<<<<
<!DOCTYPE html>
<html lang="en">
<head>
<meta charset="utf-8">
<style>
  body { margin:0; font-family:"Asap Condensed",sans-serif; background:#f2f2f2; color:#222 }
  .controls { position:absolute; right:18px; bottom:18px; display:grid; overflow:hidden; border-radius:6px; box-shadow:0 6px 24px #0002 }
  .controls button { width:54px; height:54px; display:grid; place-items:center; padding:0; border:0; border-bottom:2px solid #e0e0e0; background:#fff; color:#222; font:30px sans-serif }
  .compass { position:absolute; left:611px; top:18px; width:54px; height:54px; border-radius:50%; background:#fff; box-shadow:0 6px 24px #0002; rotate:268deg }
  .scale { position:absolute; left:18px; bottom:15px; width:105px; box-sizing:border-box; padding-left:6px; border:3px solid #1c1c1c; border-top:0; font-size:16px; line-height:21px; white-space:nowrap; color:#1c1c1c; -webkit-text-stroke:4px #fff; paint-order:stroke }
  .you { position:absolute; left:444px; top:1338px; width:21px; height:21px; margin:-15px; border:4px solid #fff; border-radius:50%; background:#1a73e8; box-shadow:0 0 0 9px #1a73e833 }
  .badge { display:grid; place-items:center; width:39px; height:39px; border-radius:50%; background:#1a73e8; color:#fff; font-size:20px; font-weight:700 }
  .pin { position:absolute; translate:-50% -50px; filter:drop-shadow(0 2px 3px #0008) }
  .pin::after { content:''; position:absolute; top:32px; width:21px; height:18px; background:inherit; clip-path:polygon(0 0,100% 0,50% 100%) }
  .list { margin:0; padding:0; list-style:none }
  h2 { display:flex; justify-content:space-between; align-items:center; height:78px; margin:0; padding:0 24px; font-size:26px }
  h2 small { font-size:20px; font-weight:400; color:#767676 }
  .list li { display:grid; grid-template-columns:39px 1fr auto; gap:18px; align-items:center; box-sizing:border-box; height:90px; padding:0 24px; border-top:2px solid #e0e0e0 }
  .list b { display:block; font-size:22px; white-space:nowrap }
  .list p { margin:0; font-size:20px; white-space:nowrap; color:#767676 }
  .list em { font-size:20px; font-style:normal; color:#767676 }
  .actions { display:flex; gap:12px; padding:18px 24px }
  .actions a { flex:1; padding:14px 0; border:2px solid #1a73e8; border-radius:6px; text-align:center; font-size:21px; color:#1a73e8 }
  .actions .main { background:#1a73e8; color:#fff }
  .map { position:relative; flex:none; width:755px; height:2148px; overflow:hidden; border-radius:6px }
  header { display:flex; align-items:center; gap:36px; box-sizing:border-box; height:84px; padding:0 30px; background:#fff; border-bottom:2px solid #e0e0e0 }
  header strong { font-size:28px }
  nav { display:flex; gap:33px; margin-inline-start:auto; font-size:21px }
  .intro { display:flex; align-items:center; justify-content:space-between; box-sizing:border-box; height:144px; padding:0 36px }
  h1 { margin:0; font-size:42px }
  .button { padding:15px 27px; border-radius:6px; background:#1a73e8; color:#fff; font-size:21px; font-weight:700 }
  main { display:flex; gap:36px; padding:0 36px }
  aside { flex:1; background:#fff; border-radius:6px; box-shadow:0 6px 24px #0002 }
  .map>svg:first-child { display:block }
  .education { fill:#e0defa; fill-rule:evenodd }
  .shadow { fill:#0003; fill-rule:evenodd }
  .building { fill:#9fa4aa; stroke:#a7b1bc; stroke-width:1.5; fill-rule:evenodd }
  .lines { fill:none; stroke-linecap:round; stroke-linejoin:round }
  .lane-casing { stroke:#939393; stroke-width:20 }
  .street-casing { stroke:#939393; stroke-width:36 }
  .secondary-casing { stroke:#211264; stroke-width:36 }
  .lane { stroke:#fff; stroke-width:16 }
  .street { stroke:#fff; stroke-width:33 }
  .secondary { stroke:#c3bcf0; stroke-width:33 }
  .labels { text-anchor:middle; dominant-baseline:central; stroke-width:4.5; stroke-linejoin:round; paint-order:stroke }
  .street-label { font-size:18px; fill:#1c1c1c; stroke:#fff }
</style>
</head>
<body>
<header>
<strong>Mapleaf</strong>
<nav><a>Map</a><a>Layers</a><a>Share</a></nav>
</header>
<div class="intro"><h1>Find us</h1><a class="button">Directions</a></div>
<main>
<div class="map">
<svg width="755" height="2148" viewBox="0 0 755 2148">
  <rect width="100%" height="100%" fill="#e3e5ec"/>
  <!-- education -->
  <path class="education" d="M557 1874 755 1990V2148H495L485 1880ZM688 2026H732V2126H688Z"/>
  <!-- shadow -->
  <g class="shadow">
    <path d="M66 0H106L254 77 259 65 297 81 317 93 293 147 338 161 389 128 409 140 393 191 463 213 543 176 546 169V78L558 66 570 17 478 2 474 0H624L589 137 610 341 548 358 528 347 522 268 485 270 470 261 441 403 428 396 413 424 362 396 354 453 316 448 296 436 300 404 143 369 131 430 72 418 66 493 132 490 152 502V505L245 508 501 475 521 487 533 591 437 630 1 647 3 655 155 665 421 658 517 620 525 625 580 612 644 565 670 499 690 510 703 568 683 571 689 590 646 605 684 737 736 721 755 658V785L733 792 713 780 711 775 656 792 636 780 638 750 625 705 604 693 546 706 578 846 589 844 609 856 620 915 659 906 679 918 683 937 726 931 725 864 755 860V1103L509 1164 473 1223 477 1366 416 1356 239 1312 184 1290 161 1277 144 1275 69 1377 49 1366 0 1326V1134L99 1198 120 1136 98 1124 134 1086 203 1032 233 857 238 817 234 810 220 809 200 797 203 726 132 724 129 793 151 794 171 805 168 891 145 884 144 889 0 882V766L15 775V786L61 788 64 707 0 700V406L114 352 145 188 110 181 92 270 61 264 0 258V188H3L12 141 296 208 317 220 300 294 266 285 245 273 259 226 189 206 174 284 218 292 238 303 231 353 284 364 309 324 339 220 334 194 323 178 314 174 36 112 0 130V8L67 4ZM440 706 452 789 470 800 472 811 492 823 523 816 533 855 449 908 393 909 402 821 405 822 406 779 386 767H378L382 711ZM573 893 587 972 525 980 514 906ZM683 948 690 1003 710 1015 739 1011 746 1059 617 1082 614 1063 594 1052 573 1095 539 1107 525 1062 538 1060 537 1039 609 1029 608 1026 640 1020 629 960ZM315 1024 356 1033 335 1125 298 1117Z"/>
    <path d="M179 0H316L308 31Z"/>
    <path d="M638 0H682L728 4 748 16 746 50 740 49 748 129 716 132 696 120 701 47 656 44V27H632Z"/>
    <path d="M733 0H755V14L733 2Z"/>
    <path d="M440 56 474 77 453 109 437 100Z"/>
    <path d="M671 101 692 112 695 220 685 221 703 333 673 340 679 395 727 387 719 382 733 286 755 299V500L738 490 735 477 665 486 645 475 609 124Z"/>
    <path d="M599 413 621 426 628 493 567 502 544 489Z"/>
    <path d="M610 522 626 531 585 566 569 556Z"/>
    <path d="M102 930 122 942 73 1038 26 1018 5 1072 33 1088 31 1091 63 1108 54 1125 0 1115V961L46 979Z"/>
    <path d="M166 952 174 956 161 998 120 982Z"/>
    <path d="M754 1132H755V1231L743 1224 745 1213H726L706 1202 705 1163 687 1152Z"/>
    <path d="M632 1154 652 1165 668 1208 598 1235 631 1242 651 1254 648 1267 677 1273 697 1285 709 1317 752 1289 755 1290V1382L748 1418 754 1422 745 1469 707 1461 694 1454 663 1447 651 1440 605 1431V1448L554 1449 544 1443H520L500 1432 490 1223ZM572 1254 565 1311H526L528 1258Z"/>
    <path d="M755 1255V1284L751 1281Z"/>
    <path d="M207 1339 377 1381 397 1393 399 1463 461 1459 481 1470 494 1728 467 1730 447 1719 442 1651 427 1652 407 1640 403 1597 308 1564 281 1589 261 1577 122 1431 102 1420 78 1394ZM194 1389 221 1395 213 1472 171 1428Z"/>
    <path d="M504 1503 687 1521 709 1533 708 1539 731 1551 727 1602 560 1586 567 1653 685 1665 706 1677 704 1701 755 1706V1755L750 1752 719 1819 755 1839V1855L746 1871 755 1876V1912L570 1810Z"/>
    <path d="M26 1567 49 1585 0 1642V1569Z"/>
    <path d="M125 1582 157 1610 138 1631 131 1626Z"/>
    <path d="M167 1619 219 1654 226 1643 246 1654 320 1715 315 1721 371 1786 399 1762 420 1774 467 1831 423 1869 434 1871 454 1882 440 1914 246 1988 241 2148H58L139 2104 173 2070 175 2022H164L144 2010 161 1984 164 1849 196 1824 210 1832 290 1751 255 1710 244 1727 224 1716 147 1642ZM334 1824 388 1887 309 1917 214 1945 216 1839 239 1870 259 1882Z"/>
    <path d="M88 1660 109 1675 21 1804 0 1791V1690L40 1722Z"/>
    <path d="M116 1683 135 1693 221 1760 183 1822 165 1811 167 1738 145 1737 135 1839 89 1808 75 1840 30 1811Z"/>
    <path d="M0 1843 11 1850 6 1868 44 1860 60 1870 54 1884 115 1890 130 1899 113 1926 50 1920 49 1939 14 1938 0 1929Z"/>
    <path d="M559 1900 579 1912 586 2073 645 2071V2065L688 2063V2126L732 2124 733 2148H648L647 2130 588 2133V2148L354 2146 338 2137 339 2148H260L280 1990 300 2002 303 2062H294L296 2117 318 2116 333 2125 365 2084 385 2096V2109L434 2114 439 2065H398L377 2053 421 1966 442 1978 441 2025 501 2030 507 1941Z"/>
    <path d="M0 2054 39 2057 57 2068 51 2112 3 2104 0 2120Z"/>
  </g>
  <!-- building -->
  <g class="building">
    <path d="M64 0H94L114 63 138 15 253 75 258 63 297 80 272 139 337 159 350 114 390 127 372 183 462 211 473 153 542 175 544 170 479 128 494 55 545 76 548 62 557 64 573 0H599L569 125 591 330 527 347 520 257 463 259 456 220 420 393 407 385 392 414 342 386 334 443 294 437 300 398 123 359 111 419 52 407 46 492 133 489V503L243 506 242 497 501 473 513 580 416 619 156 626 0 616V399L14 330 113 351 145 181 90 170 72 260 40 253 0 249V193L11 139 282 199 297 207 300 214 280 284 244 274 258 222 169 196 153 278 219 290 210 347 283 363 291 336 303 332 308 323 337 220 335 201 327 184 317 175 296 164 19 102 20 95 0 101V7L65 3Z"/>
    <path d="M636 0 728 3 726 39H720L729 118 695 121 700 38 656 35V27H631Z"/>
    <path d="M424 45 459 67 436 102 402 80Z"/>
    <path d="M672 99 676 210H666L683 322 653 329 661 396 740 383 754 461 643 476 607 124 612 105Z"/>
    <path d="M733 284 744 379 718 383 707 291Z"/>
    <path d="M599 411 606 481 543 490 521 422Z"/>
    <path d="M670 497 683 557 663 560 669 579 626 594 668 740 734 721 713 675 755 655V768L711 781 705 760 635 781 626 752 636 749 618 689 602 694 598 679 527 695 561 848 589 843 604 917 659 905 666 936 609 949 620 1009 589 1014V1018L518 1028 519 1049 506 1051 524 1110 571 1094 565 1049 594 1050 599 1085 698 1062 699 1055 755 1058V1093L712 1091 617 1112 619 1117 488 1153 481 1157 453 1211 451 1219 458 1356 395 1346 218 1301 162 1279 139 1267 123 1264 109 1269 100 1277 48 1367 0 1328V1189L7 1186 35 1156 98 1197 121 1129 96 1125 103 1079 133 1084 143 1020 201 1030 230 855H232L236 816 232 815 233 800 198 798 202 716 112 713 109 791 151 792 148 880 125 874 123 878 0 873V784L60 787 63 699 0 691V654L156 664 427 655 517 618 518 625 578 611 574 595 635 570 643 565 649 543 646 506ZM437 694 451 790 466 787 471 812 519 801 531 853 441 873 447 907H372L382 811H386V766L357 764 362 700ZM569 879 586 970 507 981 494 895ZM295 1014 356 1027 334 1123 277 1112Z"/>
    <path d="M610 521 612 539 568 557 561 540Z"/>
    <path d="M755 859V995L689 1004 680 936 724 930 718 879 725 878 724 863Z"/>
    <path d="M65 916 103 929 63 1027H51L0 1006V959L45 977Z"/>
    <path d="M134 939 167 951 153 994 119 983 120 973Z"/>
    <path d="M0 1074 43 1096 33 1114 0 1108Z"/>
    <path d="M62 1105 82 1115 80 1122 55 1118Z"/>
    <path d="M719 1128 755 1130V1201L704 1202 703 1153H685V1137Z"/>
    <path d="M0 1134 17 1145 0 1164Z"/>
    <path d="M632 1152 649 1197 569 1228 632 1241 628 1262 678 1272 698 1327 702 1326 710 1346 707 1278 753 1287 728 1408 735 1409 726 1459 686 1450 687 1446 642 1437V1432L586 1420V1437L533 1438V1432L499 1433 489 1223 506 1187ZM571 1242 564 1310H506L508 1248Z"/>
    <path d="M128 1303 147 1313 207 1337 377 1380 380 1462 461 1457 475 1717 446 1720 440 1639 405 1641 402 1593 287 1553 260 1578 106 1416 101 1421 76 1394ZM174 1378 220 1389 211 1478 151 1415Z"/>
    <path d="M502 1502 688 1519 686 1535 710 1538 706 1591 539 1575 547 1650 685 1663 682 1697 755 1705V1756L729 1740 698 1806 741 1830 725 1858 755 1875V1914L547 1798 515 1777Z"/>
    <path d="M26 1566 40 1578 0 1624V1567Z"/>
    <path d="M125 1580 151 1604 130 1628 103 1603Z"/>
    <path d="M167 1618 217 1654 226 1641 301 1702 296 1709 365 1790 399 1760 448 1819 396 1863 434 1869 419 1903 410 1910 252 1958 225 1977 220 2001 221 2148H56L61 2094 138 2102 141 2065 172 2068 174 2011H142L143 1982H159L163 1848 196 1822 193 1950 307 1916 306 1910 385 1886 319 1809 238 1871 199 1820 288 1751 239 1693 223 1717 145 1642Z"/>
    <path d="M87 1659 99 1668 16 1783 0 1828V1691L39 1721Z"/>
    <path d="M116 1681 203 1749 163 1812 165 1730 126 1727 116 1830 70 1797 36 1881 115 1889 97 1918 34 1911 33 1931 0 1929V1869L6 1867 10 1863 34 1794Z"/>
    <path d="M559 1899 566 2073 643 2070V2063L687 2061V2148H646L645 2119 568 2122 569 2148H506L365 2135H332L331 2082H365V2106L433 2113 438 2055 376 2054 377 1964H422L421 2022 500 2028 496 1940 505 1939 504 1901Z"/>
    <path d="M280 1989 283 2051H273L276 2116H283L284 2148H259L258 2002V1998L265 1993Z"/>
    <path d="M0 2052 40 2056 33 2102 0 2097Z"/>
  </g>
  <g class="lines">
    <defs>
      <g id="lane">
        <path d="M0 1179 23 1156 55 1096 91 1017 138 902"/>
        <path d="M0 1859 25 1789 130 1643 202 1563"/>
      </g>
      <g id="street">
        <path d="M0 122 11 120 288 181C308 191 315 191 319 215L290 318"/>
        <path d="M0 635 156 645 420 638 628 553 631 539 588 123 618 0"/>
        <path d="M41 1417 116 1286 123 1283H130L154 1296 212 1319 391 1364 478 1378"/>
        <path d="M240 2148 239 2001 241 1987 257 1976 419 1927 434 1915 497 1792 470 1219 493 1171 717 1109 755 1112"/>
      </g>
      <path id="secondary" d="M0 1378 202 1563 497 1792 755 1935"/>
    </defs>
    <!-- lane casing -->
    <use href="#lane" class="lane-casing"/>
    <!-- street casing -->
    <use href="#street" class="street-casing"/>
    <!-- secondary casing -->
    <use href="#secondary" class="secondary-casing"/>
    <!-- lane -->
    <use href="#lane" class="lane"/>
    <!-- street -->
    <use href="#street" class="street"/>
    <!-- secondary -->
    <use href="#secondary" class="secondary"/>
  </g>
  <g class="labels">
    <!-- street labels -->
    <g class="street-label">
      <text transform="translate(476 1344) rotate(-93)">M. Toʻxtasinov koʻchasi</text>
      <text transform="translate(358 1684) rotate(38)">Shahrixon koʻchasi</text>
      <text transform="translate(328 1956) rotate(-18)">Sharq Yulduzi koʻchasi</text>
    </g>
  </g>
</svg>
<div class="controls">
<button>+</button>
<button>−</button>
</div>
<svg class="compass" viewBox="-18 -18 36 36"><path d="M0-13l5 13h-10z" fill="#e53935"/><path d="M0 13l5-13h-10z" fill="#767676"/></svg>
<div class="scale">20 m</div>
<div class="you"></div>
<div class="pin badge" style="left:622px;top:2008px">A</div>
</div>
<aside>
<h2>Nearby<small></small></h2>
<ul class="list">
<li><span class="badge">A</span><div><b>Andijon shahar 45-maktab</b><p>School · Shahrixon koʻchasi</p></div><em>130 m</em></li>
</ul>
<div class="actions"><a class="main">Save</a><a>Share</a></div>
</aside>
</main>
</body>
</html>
>>>>
- **INSTRUCTIONS TO FOLLOW**:
Reprint exactly the lines above that start at the one with "453 109 437" and end at the one with "1660 109 1675", keeping both and adding none.

- **ANSWER BOX**:
    <path d="M440 56 474 77 453 109 437 100Z"/>
    <path d="M671 101 692 112 695 220 685 221 703 333 673 340 679 395 727 387 719 382 733 286 755 299V500L738 490 735 477 665 486 645 475 609 124Z"/>
    <path d="M599 413 621 426 628 493 567 502 544 489Z"/>
    <path d="M610 522 626 531 585 566 569 556Z"/>
    <path d="M102 930 122 942 73 1038 26 1018 5 1072 33 1088 31 1091 63 1108 54 1125 0 1115V961L46 979Z"/>
    <path d="M166 952 174 956 161 998 120 982Z"/>
    <path d="M754 1132H755V1231L743 1224 745 1213H726L706 1202 705 1163 687 1152Z"/>
    <path d="M632 1154 652 1165 668 1208 598 1235 631 1242 651 1254 648 1267 677 1273 697 1285 709 1317 752 1289 755 1290V1382L748 1418 754 1422 745 1469 707 1461 694 1454 663 1447 651 1440 605 1431V1448L554 1449 544 1443H520L500 1432 490 1223ZM572 1254 565 1311H526L528 1258Z"/>
    <path d="M755 1255V1284L751 1281Z"/>
    <path d="M207 1339 377 1381 397 1393 399 1463 461 1459 481 1470 494 1728 467 1730 447 1719 442 1651 427 1652 407 1640 403 1597 308 1564 281 1589 261 1577 122 1431 102 1420 78 1394ZM194 1389 221 1395 213 1472 171 1428Z"/>
    <path d="M504 1503 687 1521 709 1533 708 1539 731 1551 727 1602 560 1586 567 1653 685 1665 706 1677 704 1701 755 1706V1755L750 1752 719 1819 755 1839V1855L746 1871 755 1876V1912L570 1810Z"/>
    <path d="M26 1567 49 1585 0 1642V1569Z"/>
    <path d="M125 1582 157 1610 138 1631 131 1626Z"/>
    <path d="M167 1619 219 1654 226 1643 246 1654 320 1715 315 1721 371 1786 399 1762 420 1774 467 1831 423 1869 434 1871 454 1882 440 1914 246 1988 241 2148H58L139 2104 173 2070 175 2022H164L144 2010 161 1984 164 1849 196 1824 210 1832 290 1751 255 1710 244 1727 224 1716 147 1642ZM334 1824 388 1887 309 1917 214 1945 216 1839 239 1870 259 1882Z"/>
    <path d="M88 1660 109 1675 21 1804 0 1791V1690L40 1722Z"/>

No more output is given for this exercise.